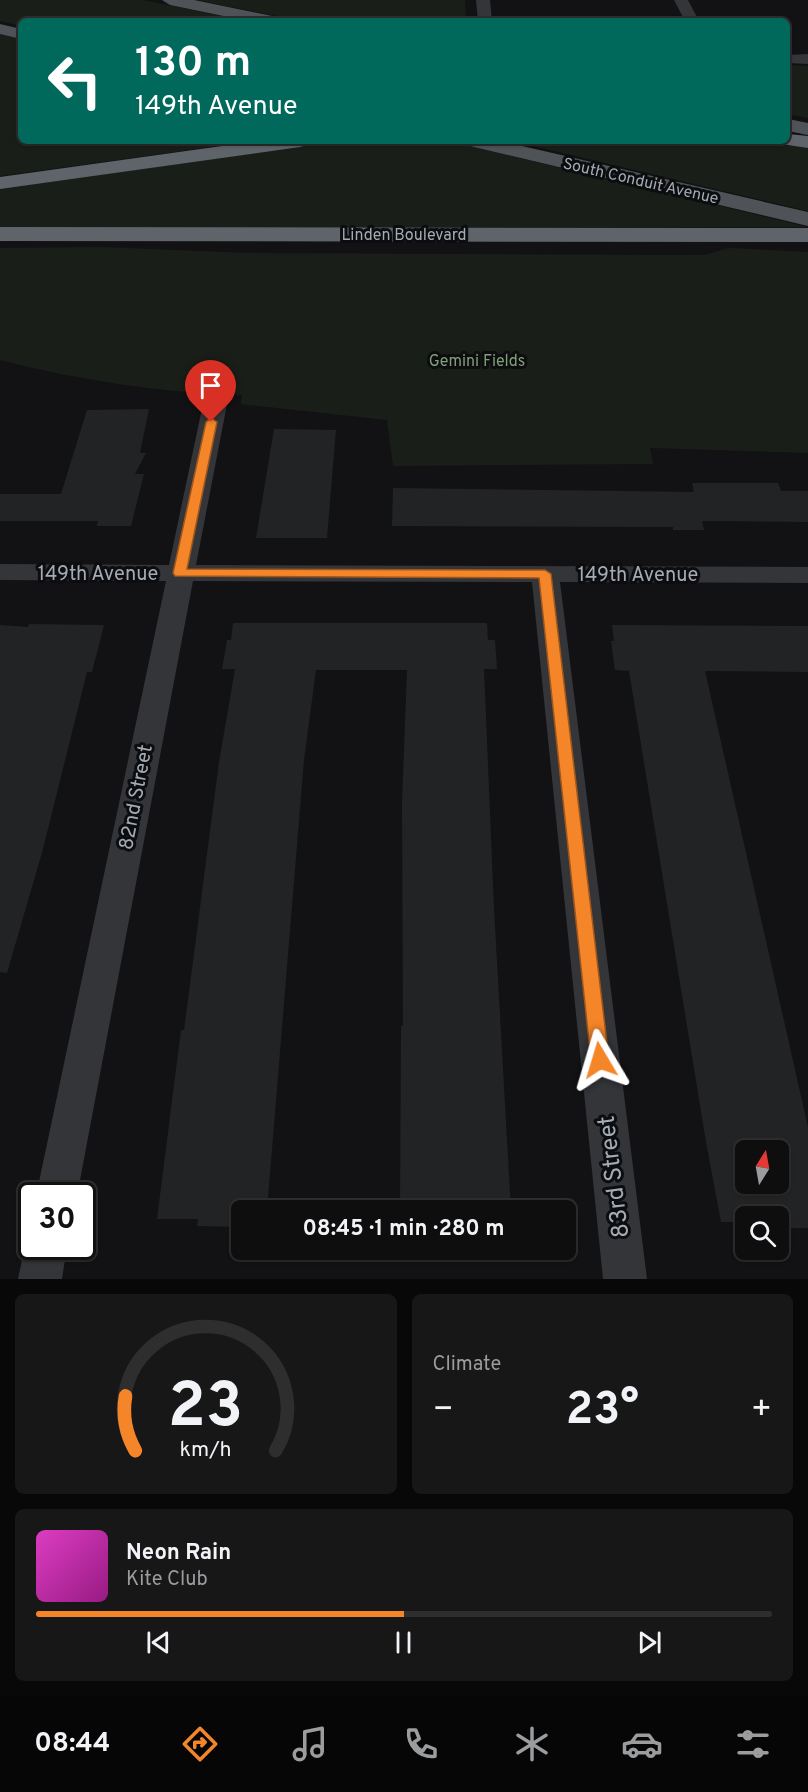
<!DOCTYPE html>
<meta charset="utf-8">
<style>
:root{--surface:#0e0e0f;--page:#171718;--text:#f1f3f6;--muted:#9b9c9e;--line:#2e2e2f;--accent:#f58529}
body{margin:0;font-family:Overpass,sans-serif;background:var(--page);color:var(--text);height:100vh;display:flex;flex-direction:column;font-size:22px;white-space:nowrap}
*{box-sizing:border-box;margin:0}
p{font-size:20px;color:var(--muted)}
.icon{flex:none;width:33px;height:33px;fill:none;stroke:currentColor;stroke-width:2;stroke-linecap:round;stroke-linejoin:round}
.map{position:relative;height:1279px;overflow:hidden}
.panel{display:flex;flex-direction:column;gap:15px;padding:15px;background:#080808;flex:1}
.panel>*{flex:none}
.top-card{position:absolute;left:18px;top:18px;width:772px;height:126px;border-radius:9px;box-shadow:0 2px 4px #0004,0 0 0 2px var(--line);background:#00695c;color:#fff;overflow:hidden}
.needle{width:39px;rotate:11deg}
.buttons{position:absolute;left:735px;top:1140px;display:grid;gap:12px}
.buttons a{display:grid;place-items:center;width:54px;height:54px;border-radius:9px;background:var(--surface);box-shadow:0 2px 4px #0004,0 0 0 2px var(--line);font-size:30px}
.speed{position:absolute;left:18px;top:1182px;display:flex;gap:12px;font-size:30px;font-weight:700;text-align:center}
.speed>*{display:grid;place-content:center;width:78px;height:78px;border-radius:50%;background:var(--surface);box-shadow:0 2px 4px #0004,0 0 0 2px var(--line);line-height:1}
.speed .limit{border:3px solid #111;border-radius:9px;background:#fff;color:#111}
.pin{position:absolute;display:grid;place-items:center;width:51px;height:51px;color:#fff;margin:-62px -26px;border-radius:50% 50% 50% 0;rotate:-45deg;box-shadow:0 0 6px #0007}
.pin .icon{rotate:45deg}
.me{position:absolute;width:66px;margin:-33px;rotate:353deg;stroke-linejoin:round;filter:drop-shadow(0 0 4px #0008)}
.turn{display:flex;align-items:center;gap:21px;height:126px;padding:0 18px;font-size:27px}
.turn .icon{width:78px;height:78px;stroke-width:2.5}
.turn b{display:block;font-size:42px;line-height:51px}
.big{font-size:45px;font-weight:700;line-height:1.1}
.panel .widget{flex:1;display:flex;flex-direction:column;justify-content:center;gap:9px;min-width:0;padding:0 21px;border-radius:9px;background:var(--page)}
.panel .dial{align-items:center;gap:0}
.dial svg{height:156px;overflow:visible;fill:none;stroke:var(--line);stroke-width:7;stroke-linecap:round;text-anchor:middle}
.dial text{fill:var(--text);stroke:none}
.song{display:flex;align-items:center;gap:18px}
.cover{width:72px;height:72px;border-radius:9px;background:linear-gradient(135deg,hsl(310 70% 55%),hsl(310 70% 35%))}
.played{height:6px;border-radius:3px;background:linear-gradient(90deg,var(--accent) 50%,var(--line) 50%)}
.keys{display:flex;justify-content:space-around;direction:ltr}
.heat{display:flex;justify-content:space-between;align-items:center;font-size:33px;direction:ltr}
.panel .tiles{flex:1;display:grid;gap:15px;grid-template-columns:1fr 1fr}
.widget:last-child{grid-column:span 2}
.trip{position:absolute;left:231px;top:1200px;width:345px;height:60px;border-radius:9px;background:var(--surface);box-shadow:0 2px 4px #0004,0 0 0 2px var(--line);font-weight:700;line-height:60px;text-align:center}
.dock{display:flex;height:96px;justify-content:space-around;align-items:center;background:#060606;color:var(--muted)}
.dock .icon{width:42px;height:42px}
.dock .on{color:var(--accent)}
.dock b{font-size:27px;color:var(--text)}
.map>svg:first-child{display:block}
.green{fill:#191f18}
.building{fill:#222325;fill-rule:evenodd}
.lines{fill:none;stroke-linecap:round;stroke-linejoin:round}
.street{fill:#333539;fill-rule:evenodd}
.primary{fill:#4f5358;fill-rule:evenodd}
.highway{fill:#5f646a;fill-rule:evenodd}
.route{fill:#f58529;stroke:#9f561b;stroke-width:1.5}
.labels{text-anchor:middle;stroke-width:6;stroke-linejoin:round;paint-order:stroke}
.far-street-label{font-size:16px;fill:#a3acb5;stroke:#0d0d0f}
.far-park-label{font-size:16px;fill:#7fa07a;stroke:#0d0d0f}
.street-label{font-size:20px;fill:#a3acb5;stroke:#0d0d0f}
.near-street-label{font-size:24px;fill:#a3acb5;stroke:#0d0d0f}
</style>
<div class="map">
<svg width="808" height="1279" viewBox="0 0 808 1279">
<rect width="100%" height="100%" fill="#121214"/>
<!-- green -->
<g class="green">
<path d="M0,0H143L247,21H21V26L0,21Z"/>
<path d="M197,0H465L466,21H300Z"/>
<path d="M0,34L21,39V141H255L0,176Z"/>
<path d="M788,65L808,66V118L788,114Z"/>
<path d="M354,141H449L808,227H0V188L276,149Z"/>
<path d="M512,141H739L808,147V211Z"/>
<path d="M101,247L248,253L704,255L729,248L808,252V453L650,448L653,464L393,466L387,420L241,404L242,395C160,393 79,380 0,360V248Z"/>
</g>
<!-- building -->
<g class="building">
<path d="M149,409L140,453H146L135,474H144L131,526H97L98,521H0V494H61L87,410Z"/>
<path d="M274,429L336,430L327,538H256Z"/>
<path d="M692,483H778L781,491H808V522L702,521L704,530H673V527L392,526L393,488L694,492Z"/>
<path d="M233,623H487L488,640H495L497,669H484L494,909L511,1210H400L401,1026H403L402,802L407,670H316L304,760L267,1210H242V1227L197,1226L198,1219H157L181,1030H184L219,762L235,669H222L227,640H231Z"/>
<path d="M29,624L104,625L92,672H87L43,849L7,973L0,972V625L28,627Z"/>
<path d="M612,625L808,626V672L705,671L808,1127V1228H778V1216H746V1222H721L706,1142L629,671L615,670L611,641H614ZM746,1150H778V1184H746Z"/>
</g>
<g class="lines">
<!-- street -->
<g class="street">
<path d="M476,0H490L492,21H478Z"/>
<path d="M674,0H688L699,21H685Z"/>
<path d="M808,54V64L788,63V55Z"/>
<path d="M216,392L224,394L228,399L196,565L808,567V583L560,582L647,1279H603L532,582L193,581L77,1196H36L166,581L0,580V564L169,565L204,399L208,394Z"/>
<path d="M31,1233L32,1246H67L62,1279H18L25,1246Z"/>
</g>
<!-- primary -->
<g class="primary">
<path d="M162,0H194L272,16L280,21H248L170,5Z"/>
<path d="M0,24L21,29V39L0,34Z"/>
<path d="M788,119L808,123V135L788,131Z"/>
<path d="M464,141H500L808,212V226L474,147L467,145Z"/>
</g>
<!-- highway -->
<g class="highway">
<path d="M788,134L808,136V148L781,144L779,141H788Z"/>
<path d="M257,141H310L307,145L300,147L0,189V177Z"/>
<path d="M0,227L808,228V242L0,241Z"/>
</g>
</g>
<!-- route -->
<path class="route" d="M211,418L217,422L187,569L545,570L551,574L609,1060L606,1066L600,1068L593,1066L591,1060L539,578L175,576L173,573L206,422Z"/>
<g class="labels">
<!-- far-street labels -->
<g class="far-street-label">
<text transform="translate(641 180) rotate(13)" y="6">South Conduit Avenue</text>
<text x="404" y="240">Linden Boulevard</text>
</g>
<!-- far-park labels -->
<g class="far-park-label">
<text x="477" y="366">Gemini Fields</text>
</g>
<!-- street labels -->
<g class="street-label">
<text x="98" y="580">149th Avenue</text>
<text x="638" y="581">149th Avenue</text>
<text transform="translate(135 797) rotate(-79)" y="7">82nd Street</text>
</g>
<!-- near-street labels -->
<g class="near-street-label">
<text transform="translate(613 1177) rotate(-97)" y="8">83rd Street</text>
</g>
</g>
</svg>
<div class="buttons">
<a><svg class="needle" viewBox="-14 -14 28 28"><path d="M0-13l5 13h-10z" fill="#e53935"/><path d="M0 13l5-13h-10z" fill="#9b9c9e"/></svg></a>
<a><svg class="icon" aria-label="search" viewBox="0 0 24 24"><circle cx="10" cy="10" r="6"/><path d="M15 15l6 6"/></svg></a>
</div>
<div class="speed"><div class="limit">30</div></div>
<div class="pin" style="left:211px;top:422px;background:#d93025"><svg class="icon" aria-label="arrive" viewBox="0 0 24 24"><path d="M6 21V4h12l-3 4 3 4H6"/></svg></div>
<svg class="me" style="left:600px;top:1060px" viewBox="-20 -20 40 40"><path d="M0-17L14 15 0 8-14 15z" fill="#f58529" stroke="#fff" stroke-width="4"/></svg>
<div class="trip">08:45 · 1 min · 280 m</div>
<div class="top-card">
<div class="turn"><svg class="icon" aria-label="left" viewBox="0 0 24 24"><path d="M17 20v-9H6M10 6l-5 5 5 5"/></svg><div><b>130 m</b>149th Avenue</div></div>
</div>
</div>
<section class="panel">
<div class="tiles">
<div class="widget dial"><svg viewBox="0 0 100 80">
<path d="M14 69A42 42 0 1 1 86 69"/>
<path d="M14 69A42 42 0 0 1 9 41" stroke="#f58529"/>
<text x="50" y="56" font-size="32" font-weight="700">23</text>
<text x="50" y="72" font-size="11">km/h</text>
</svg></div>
<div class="widget"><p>Climate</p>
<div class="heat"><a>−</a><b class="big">23°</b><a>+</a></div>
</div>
<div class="widget">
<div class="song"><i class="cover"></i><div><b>Neon Rain</b><p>Kite Club</p></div></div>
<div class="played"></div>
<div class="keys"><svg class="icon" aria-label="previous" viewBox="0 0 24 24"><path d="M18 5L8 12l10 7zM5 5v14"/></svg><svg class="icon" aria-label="pause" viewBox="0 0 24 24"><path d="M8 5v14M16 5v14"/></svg><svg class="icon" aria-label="next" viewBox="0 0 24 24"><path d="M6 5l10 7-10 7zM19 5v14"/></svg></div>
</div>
</div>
</section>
<nav class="dock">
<b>08:44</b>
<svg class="icon on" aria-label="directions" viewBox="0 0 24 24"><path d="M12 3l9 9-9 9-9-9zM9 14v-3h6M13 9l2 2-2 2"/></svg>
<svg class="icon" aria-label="music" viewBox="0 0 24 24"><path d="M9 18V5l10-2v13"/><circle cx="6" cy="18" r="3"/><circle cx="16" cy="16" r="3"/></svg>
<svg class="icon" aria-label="phone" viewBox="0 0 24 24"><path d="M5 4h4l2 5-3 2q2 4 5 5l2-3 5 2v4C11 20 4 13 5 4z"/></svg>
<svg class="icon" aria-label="climate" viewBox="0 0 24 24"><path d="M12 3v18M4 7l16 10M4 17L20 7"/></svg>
<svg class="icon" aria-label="car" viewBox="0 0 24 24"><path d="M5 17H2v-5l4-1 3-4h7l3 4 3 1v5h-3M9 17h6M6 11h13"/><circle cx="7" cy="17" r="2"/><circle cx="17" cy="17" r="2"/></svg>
<svg class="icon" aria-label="filters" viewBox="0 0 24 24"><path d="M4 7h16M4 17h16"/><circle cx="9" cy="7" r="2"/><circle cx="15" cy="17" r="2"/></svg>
</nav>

Task:
Check each line of these records for the string "gradient" and state only how many lines have it.

Result of the exercise:
2